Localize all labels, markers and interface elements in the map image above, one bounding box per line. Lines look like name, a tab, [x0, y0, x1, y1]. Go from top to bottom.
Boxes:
--
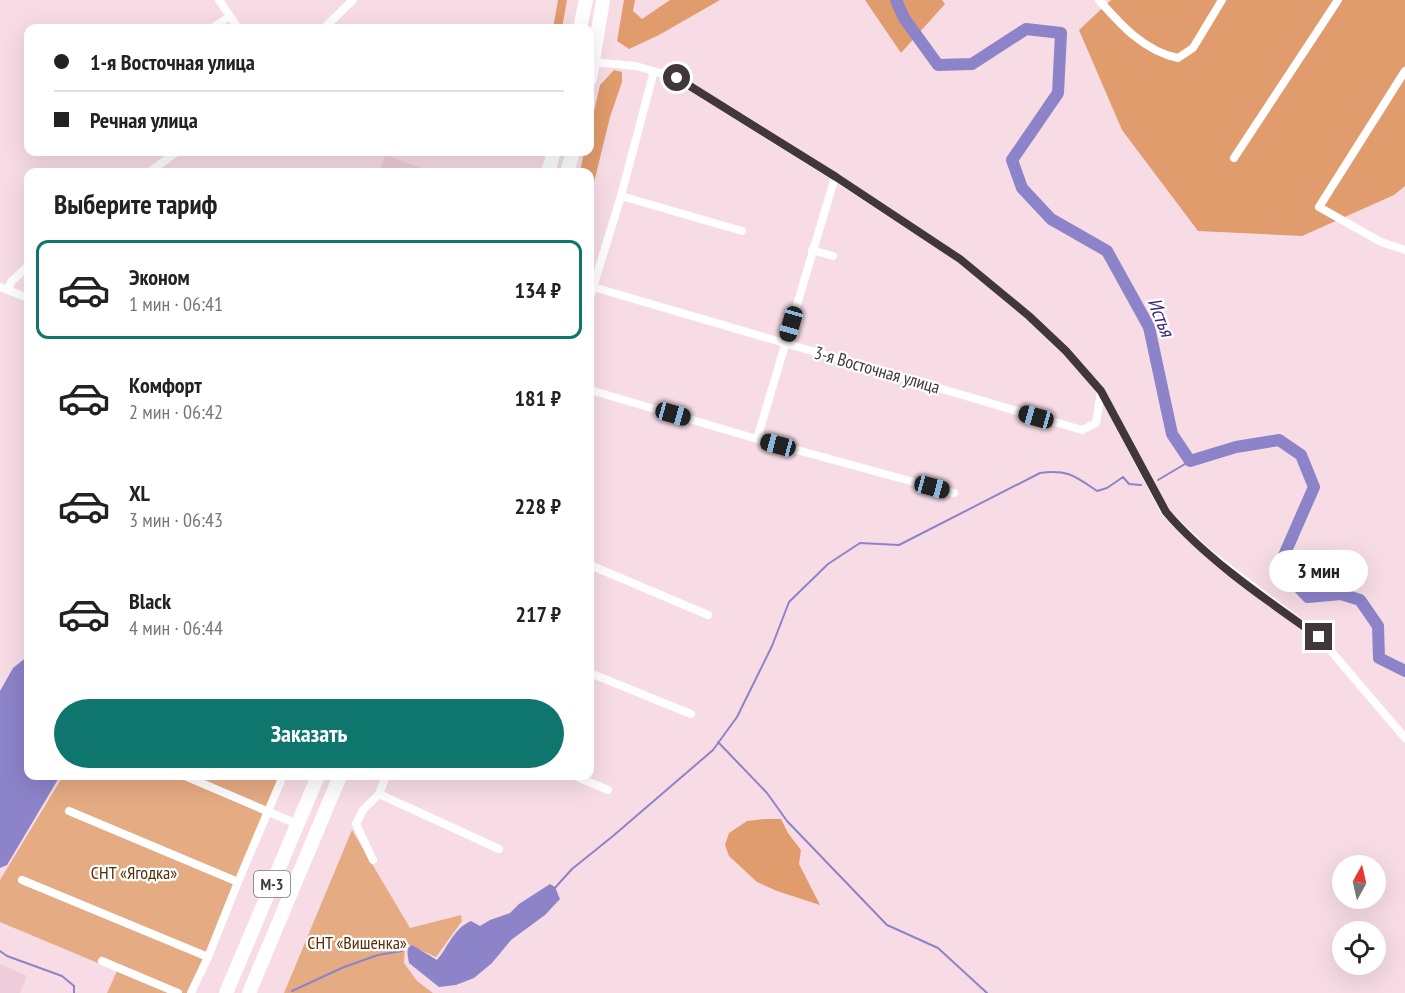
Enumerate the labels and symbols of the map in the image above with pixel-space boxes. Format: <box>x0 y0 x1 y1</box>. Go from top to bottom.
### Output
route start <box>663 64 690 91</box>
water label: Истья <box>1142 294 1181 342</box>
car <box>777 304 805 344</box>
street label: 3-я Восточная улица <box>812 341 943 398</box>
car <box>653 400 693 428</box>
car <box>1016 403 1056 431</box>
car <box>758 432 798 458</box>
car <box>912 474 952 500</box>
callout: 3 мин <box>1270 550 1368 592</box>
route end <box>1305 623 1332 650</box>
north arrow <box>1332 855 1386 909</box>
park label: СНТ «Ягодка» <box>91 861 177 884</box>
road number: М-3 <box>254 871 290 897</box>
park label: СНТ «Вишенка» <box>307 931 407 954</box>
---
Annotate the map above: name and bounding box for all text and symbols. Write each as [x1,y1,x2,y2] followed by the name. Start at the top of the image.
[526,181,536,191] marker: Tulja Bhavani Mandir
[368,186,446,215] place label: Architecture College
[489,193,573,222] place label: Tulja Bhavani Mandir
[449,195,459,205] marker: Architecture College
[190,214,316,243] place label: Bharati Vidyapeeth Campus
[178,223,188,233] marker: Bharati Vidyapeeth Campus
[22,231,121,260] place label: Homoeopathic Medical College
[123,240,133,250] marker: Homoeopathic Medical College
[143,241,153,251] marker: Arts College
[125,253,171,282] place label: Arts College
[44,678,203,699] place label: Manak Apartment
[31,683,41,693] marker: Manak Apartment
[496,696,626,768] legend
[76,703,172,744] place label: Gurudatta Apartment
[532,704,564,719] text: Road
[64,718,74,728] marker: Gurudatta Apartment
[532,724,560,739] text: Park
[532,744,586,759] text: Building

## What this task involves
Find every line above that contains the word "labels", and return each one.

## Task answer
Localize all labels, markers and interface elements in the map image above, one bounding box per line. Lines look like name, a tab, [x0, y0, x1, y1]. Go from top to bottom.
Enumerate the labels and symbols of the map in the image above with pixel-space boxes. Format: <box>x0 y0 x1 y1</box>. Go from top to bottom.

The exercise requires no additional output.